An insider's view of a school board

Blog gives Guilderland's Peter Golden a platform to comment on education

Section: Capital Region,  Page: C1

Date: Sunday, July 8, 2007

GUILDERLAND - Peter Golden's blog probably won't win him lots of friends in the Guilderland Central School District.

Since May, Golden has been writing about his experiences as Board of Education member on his own Web site. He's received mixed reviews from his fellow board members for "Boardside: Dispatches from the Education Wars." The blog, basically an online diary, uses a combination of satire and reflection to rehash board meeting minutes and incite debate.

On "Boardside," Golden has filed reports about personal meetings with the superintendent and the "occasional lapses in adult behavior by some of the board."

He even coined a term for school board members: "dronoids," which he defines as a cross between "drone" and "android" that refers to "Board of Education members who emit a low-humming sound that is oftimes confused with human thought and human speech."

Golden, a published author who has done freelance articles for the Times Union and The New York Times, started his board term two years ago. He said he began the blog this spring in hopes it would bring more people into the school board process.

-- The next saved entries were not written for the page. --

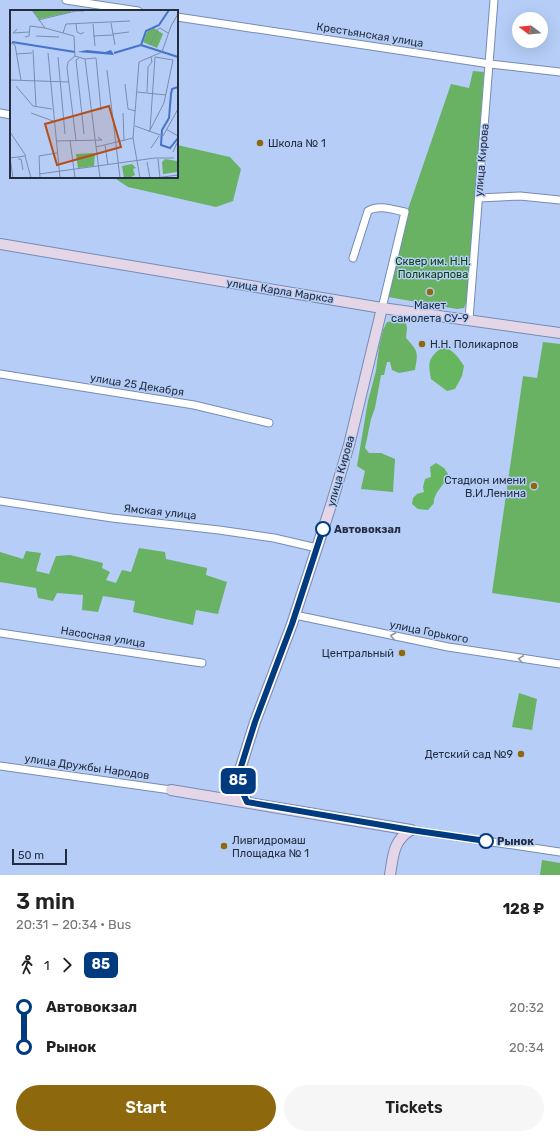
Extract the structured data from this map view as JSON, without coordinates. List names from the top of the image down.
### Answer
{
  "streets": {
    "street": [
      "Крестьянская улица",
      "улица Кирова",
      "улица Карла Маркса",
      "улица 25 Декабря",
      "Ямская улица",
      "улица Горького",
      "Насосная улица",
      "улица Дружбы Народов"
    ]
  },
  "crossings": [
    ["Крестьянская улица", "улица Кирова"],
    ["улица Кирова", "улица Карла Маркса"],
    ["улица Кирова", "Ямская улица"],
    ["улица Кирова", "улица Горького"]
  ],
  "one_way": ["улица Горького"],
  "parks": ["Сквер им. Н.Н. Поликарпова"],
  "places": [
    "Школа № 1",
    "Макет самолета СУ-9",
    "Н.Н. Поликарпов",
    "Стадион имени В.И.Ленина",
    "Автовокзал",
    "Центральный",
    "Детский сад №9",
    "Рынок",
    "Ливгидромаш Площадка № 1"
  ],
  "lines": ["bus line 85"],
  "scale_bar": "50 m",
  "north": "left",
  "page": {
    "on_map": "85",
    "scale": "50 m",
    "heading": ["3 min", "20:31 – 20:34 · Bus", "128 ₽"],
    "legs": ["1", "85"],
    "list": [
      {
        "name": "Автовокзал",
        "value": "20:32"
      },
      {
        "name": "Рынок",
        "value": "20:34"
      }
    ],
    "buttons": ["Start", "Tickets"]
  }
}
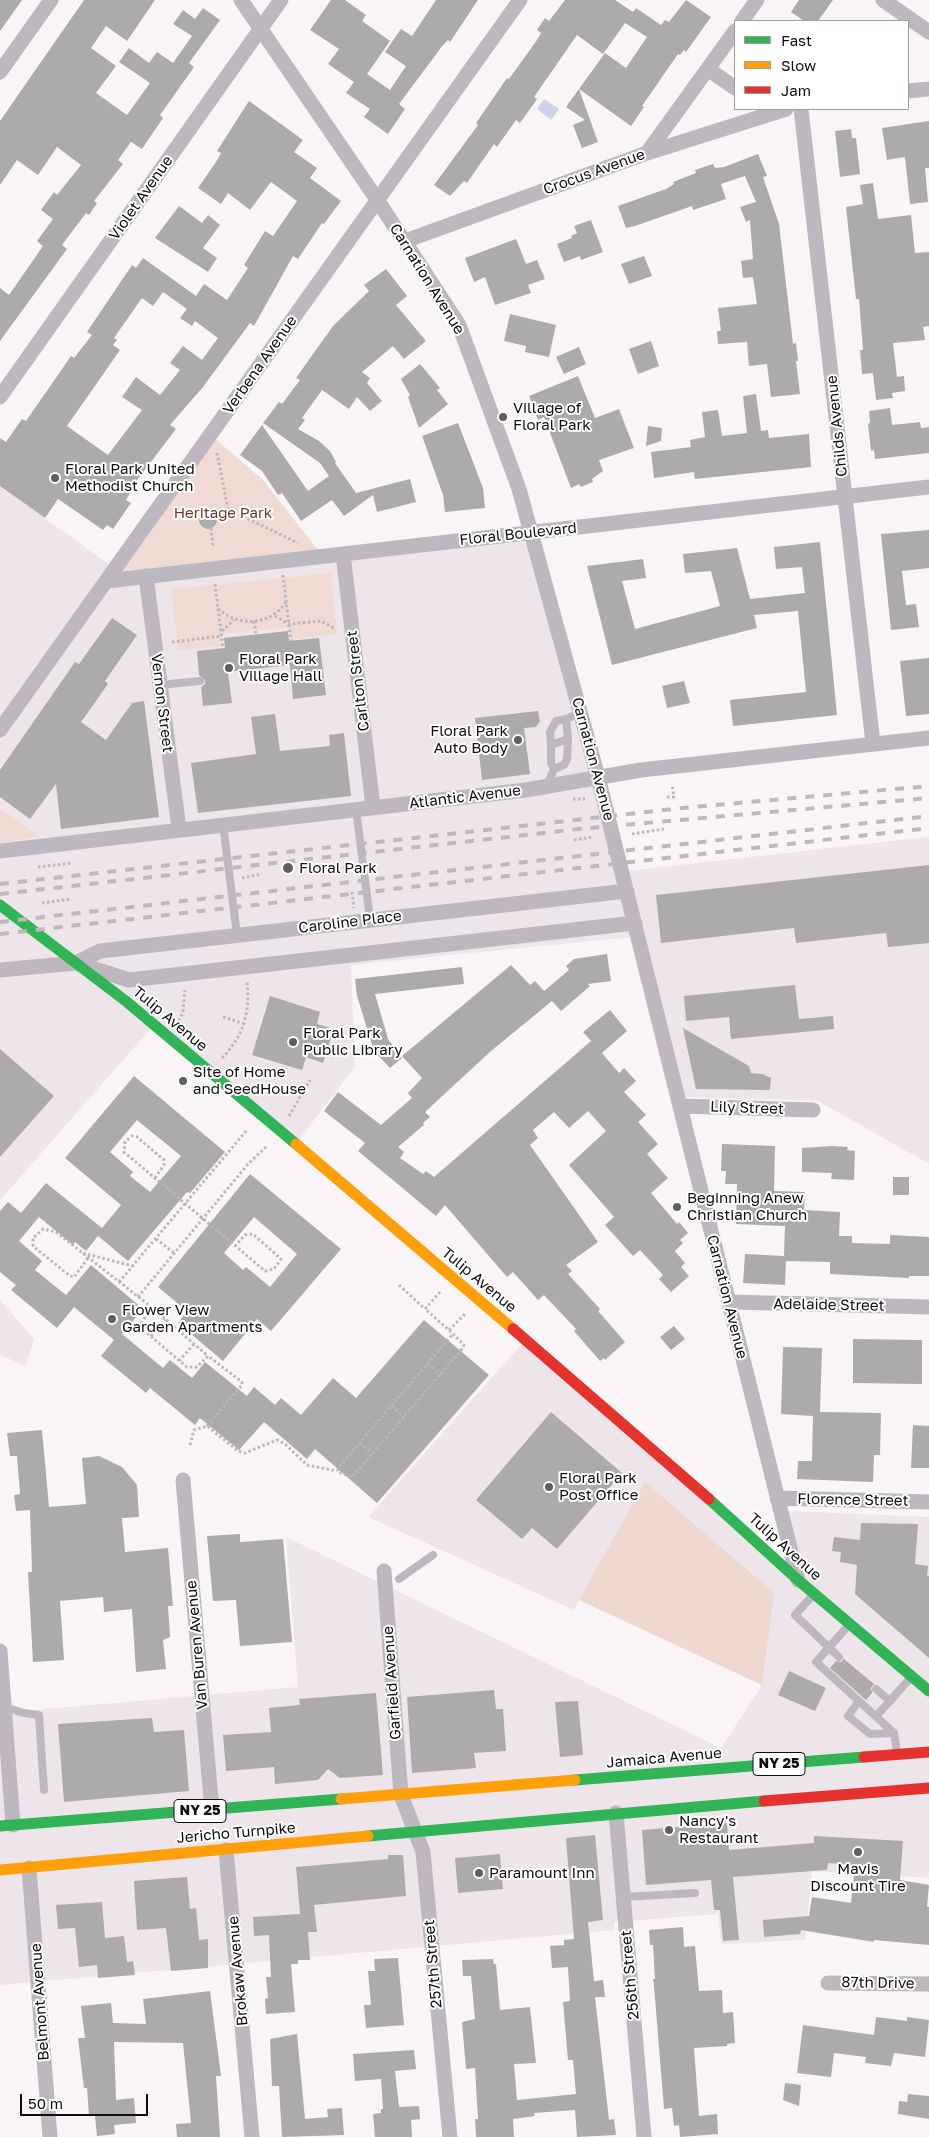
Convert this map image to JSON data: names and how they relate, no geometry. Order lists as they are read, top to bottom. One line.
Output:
{"streets":{"main road":["Tulip Avenue","Jamaica Avenue","NY 25","Jericho Turnpike"],"street":["Crocus Avenue","Violet Avenue","Carnation Avenue","Verbena Avenue","Childs Avenue","Floral Boulevard","Carlton Street","Vernon Street","Atlantic Avenue","Caroline Place","Lily Street","Adelaide Street","Florence Street","Van Buren Avenue","Garfield Avenue","257th Street","Brokaw Avenue","256th Street","87th Drive","Belmont Avenue"]},"crossings":[["Crocus Avenue","Carnation Avenue"],["Violet Avenue","Carnation Avenue"],["Carnation Avenue","Verbena Avenue"],["Carnation Avenue","Floral Boulevard"],["Carnation Avenue","Atlantic Avenue"],["Carnation Avenue","Caroline Place"],["Carnation Avenue","Tulip Avenue"],["Carnation Avenue","Lily Street"],["Carnation Avenue","Adelaide Street"],["Carnation Avenue","Florence Street"],["Verbena Avenue","Floral Boulevard"],["Childs Avenue","Floral Boulevard"],["Childs Avenue","Atlantic Avenue"],["Floral Boulevard","Carlton Street"],["Floral Boulevard","Vernon Street"],["Carlton Street","Atlantic Avenue"],["Vernon Street","Atlantic Avenue"],["Caroline Place","Tulip Avenue"],["Van Buren Avenue","Jericho Turnpike"],["Garfield Avenue","Jamaica Avenue"],["Garfield Avenue","Jericho Turnpike"],["Garfield Avenue","257th Street"],["Jamaica Avenue","Jericho Turnpike"],["Jamaica Avenue","257th Street"],["NY 25","Jericho Turnpike"],["NY 25","257th Street"],["NY 25","256th Street"],["Jericho Turnpike","257th Street"],["Jericho Turnpike","Brokaw Avenue"],["Jericho Turnpike","Belmont Avenue"]],"parks":["Heritage Park"],"places":["Village of Floral Park","Floral Park United Methodist Church","Floral Park Village Hall","Floral Park Auto Body","Floral Park","Floral Park Public Library","Site of Home and SeedHouse","Beginning Anew Christian Church","Flower View Garden Apartments","Floral Park Post Office","Nancy's Restaurant","Mavis Discount Tire","Paramount Inn"],"legend":["Fast","Slow","Jam"],"scale_bar":"50 m"}
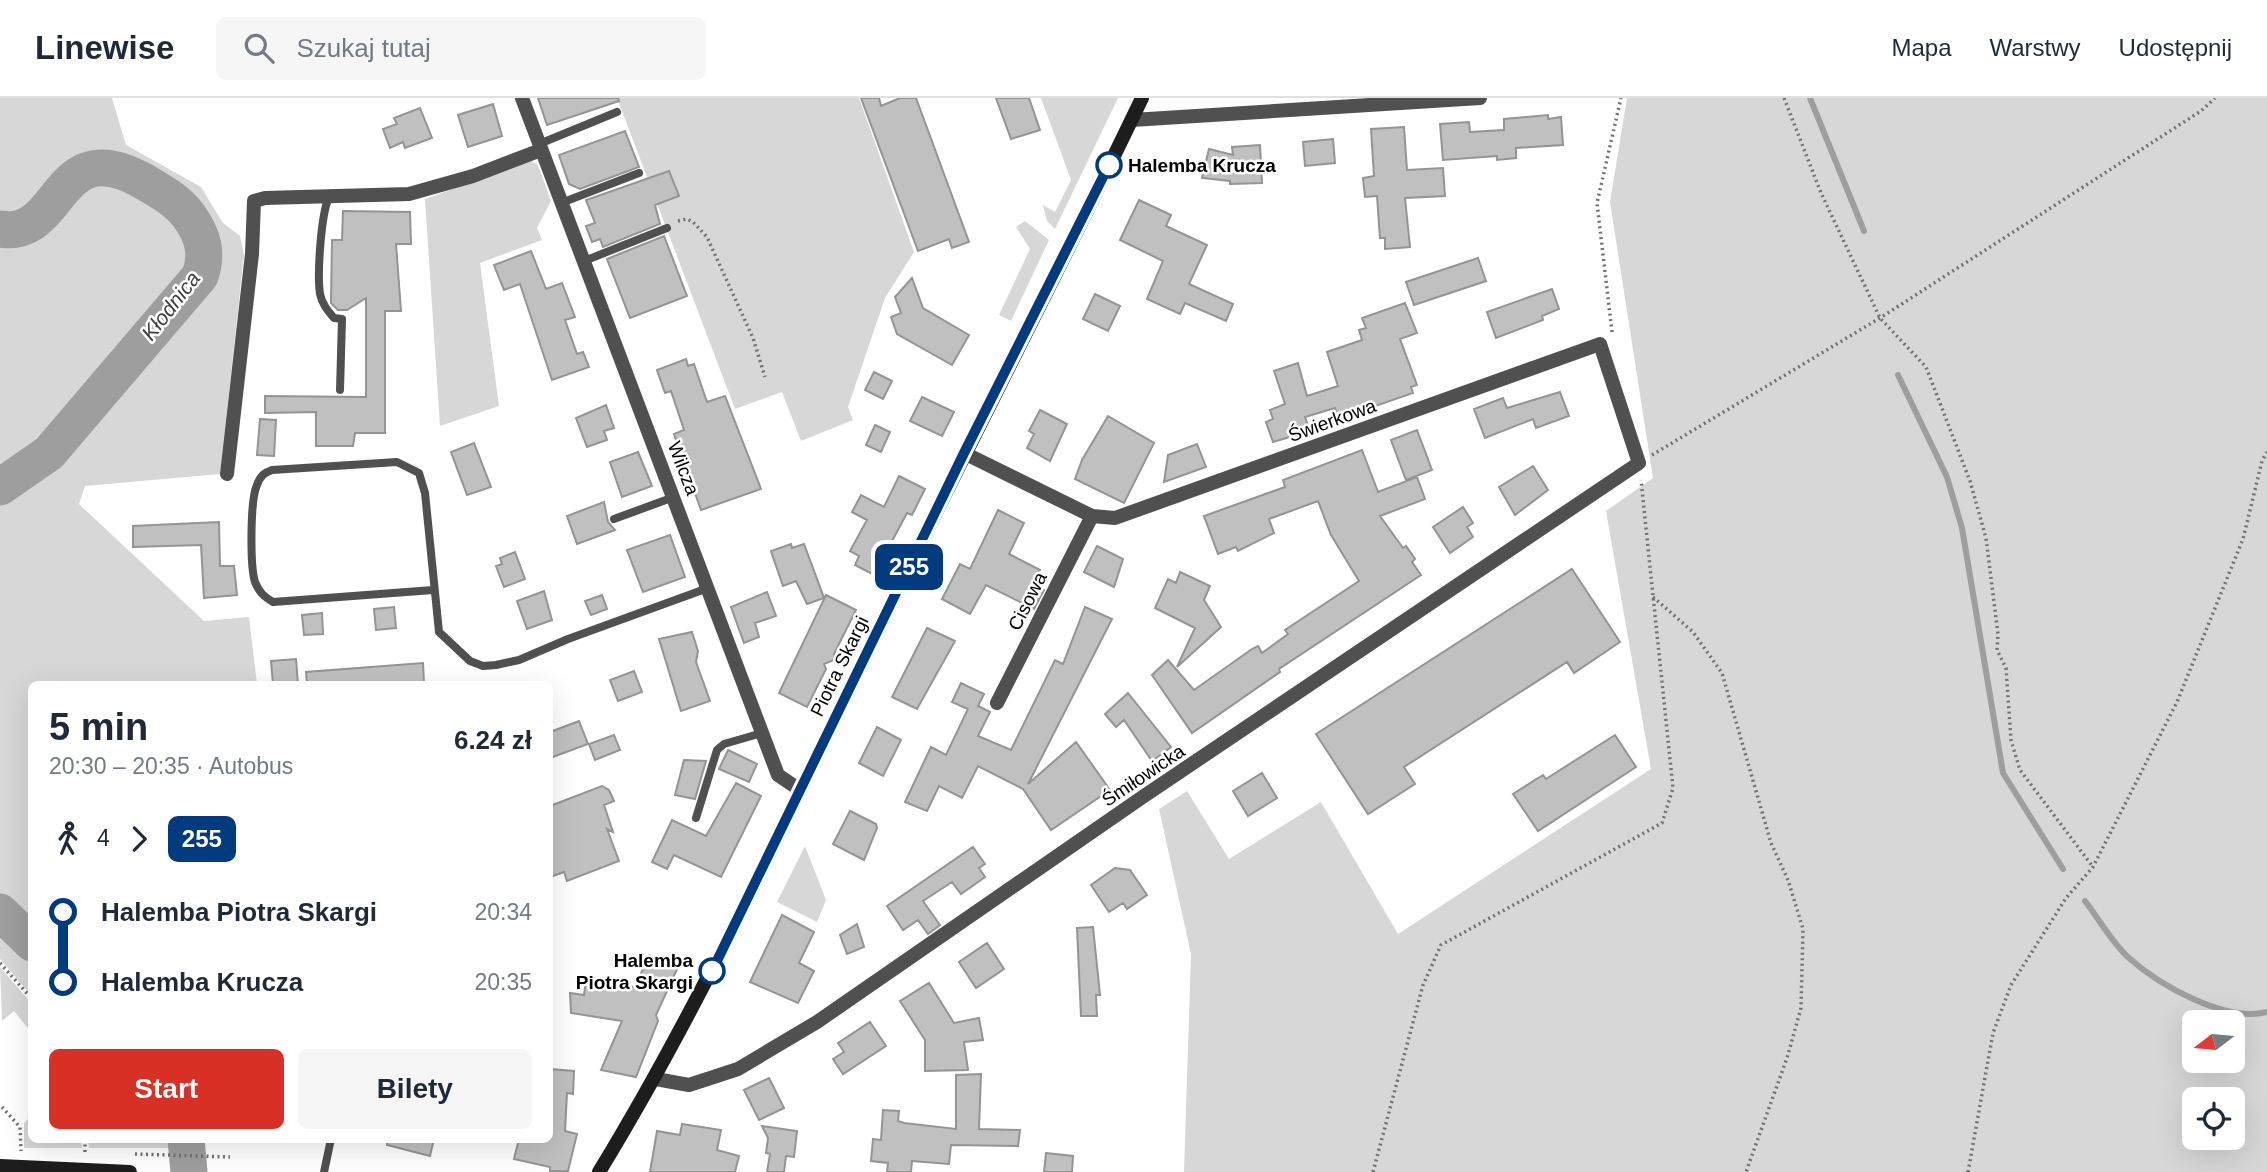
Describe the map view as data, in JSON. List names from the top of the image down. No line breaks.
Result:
{"streets":{"street":["Świerkowa","Wilcza","Cisowa","Piotra Skargi","Śmiłowicka"]},"crossings":[["Świerkowa","Cisowa"],["Świerkowa","Piotra Skargi"],["Wilcza","Piotra Skargi"],["Piotra Skargi","Śmiłowicka"]],"water":["Kłodnica"],"places":["Halemba Krucza","Halemba Piotra Skargi"],"lines":["bus line 255"],"north":"left","page":{"header":"Linewise","search":"Szukaj tutaj","nav":["Mapa","Warstwy","Udostępnij"],"on_map":"255","heading":["5 min","20:30 – 20:35 · Autobus","6.24 zł"],"legs":["4","255"],"list":[{"name":"Halemba Piotra Skargi","value":"20:34"},{"name":"Halemba Krucza","value":"20:35"}],"buttons":["Start","Bilety"]}}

He was motivated to start it, he said, because more people vote in presidential elections than in school board races, even though the latter could have more of a direct effect on their lives.

"I wanted to open the process," Golden said. "I wanted people to be more interested."

Golden, 53, does not hide his disdain for ineffective school boards. The blog introduction includes the Mark Twain quote "In the first place, God made idiots. That was for practice. Then he made school boards."

Videos, letters, quotes, pictures and interviews are all part of Golden's plans for the future of the site. He said his Web site has received visitors from as far away as China and lists almost 4,000 hits in a Web counter.

It has also raised the hackles in Guilderland.

"It shows a lack of respect for others on the board," Board Vice President John Dornbush said. Dornbush said the site was inappropriate, but declined further comment on the blog.

Don Csaposs, Guilderland's director of development, railed publicly against the blog at a June school board meeting. It's one-sided, self-promoting, violates the board's code of ethics and does little to bring together board members with opposing views, he said.

"It's not a good advertisement for the notion of collaborative behavior," Csaposs said.

Others have questioned why there is no place for readers to comment. However, Golden said he'll post any responses he gets.

Board member Barbara Fraterrigo said Golden has shown he is willing to change his site when others voiced concern over comments they perceived as disrespectful. She said he had already taken down some remarks.

Fraterrigo said the site is a reflection of free speech in the modern age. She said it is another means to give the public information.

"It just develops the conversation on education and the needs of education," she said.

Golden said any criticism of his right to free speech will only make him speak out more. He said he has an informal editorial board that evaluates his postings after they are up to determine if he has gone too far and that he has already followed some of their advice.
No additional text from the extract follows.